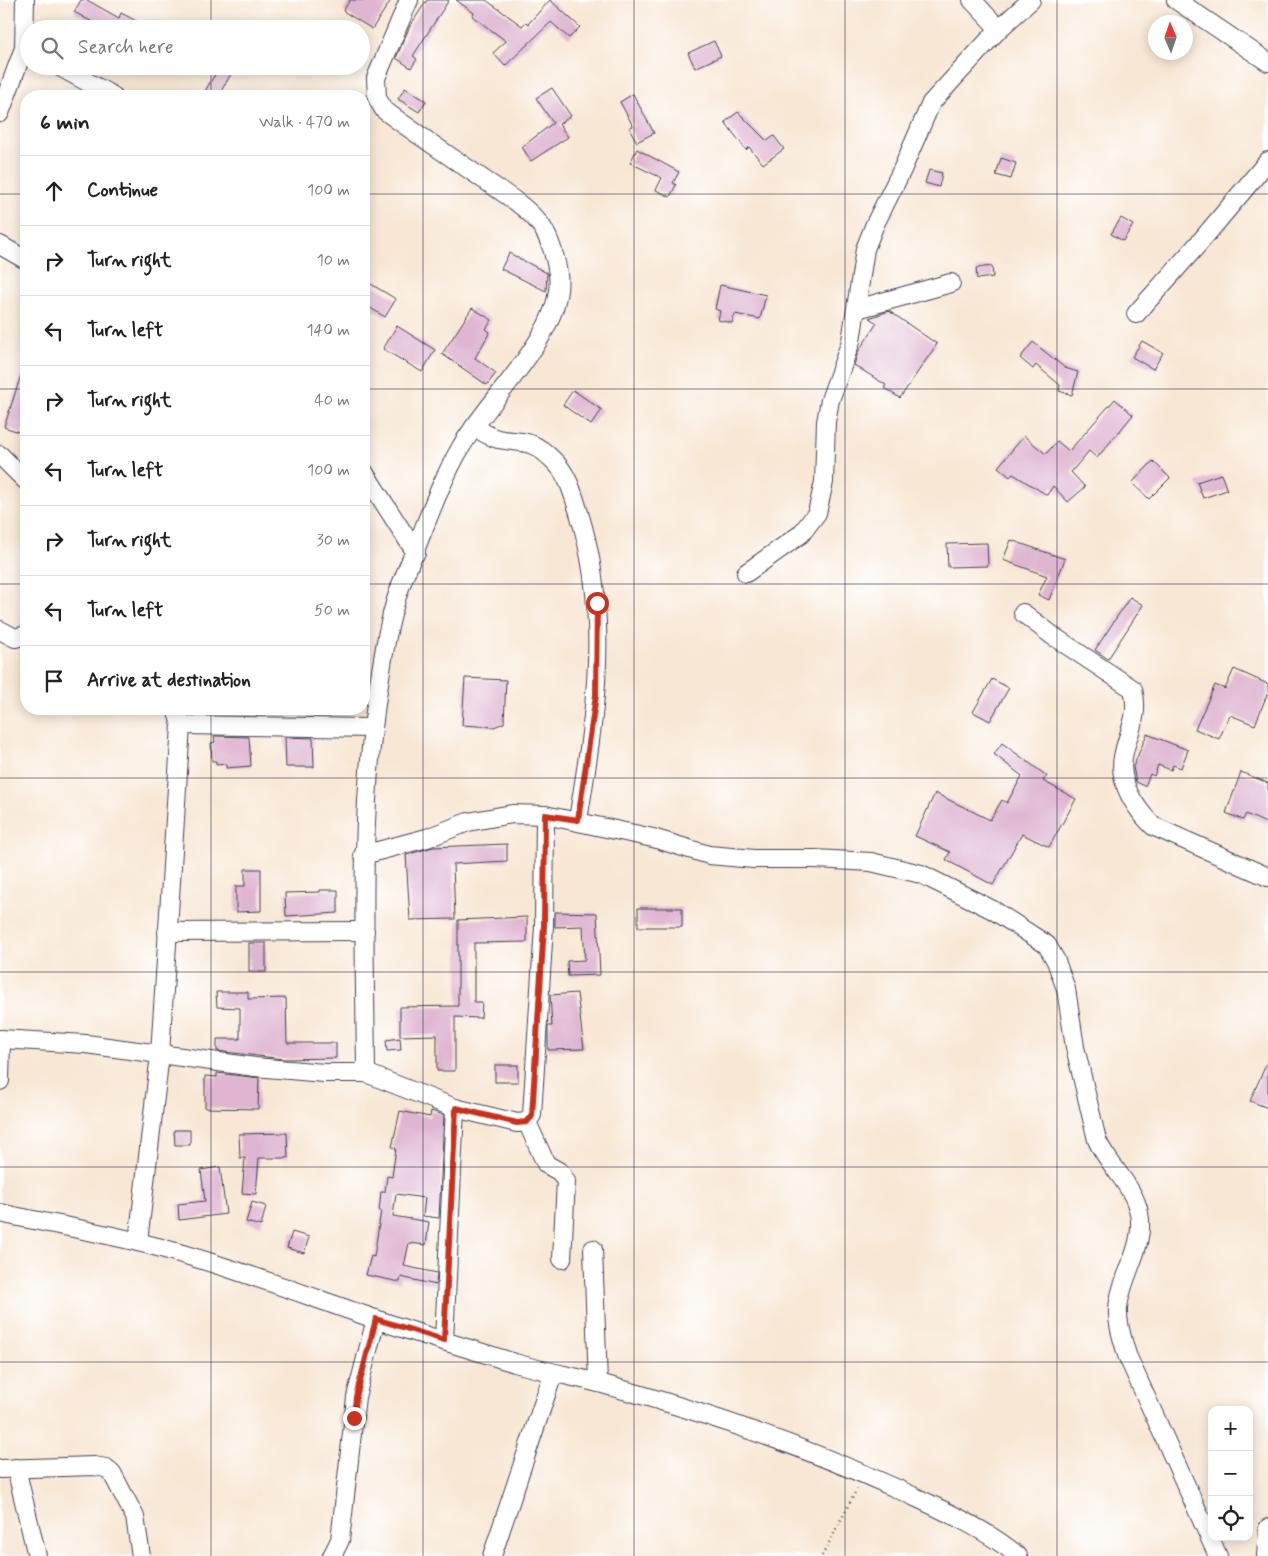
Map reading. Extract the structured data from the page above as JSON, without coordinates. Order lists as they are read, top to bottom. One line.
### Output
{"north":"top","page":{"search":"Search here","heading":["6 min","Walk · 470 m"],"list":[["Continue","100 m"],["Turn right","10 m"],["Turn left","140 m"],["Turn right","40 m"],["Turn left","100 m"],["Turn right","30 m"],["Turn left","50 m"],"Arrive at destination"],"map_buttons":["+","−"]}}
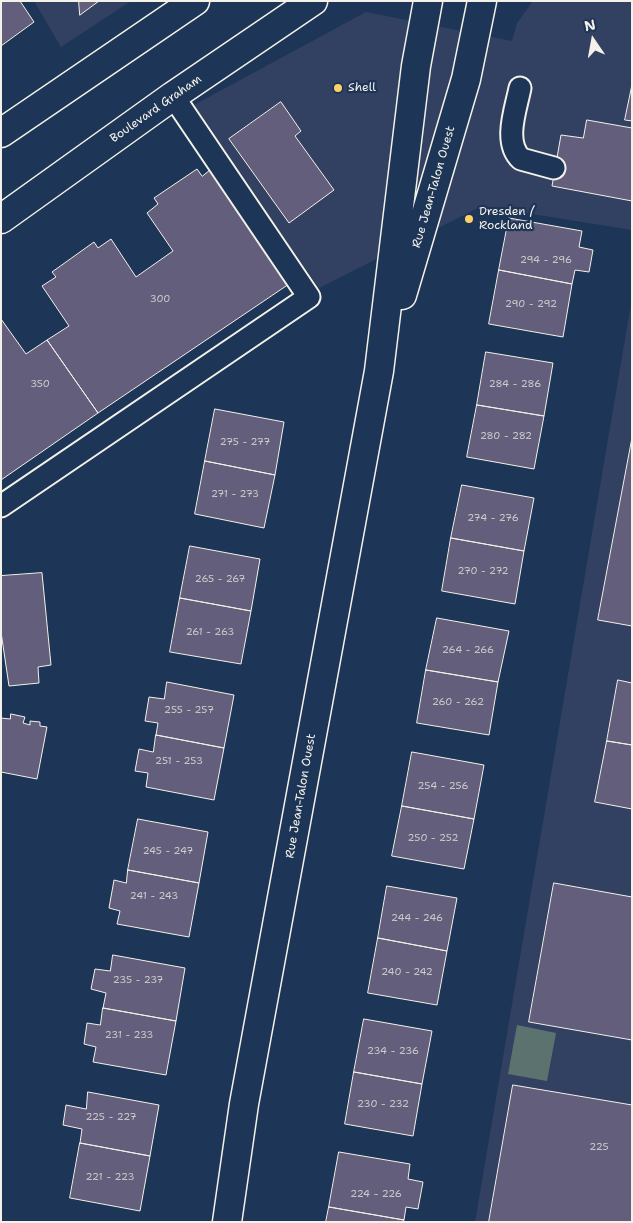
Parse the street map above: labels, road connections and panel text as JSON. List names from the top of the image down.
****************
BRIEF:
After removing the pictures, transcribe the listing above exactly.

RESPONSE:
Map reading. Extract the structured data from the page above as JSON, without coordinates. Order lists as they are read, top to bottom. One line.
### Output
{"north":"top","page":{"search":"Search here","heading":["6 min","Walk · 470 m"],"list":[["Continue","100 m"],["Turn right","10 m"],["Turn left","140 m"],["Turn right","40 m"],["Turn left","100 m"],["Turn right","30 m"],["Turn left","50 m"],"Arrive at destination"],"map_buttons":["+","−"]}}
Parse the street map above: labels, road connections and panel text as JSON. List names from the top of the image down.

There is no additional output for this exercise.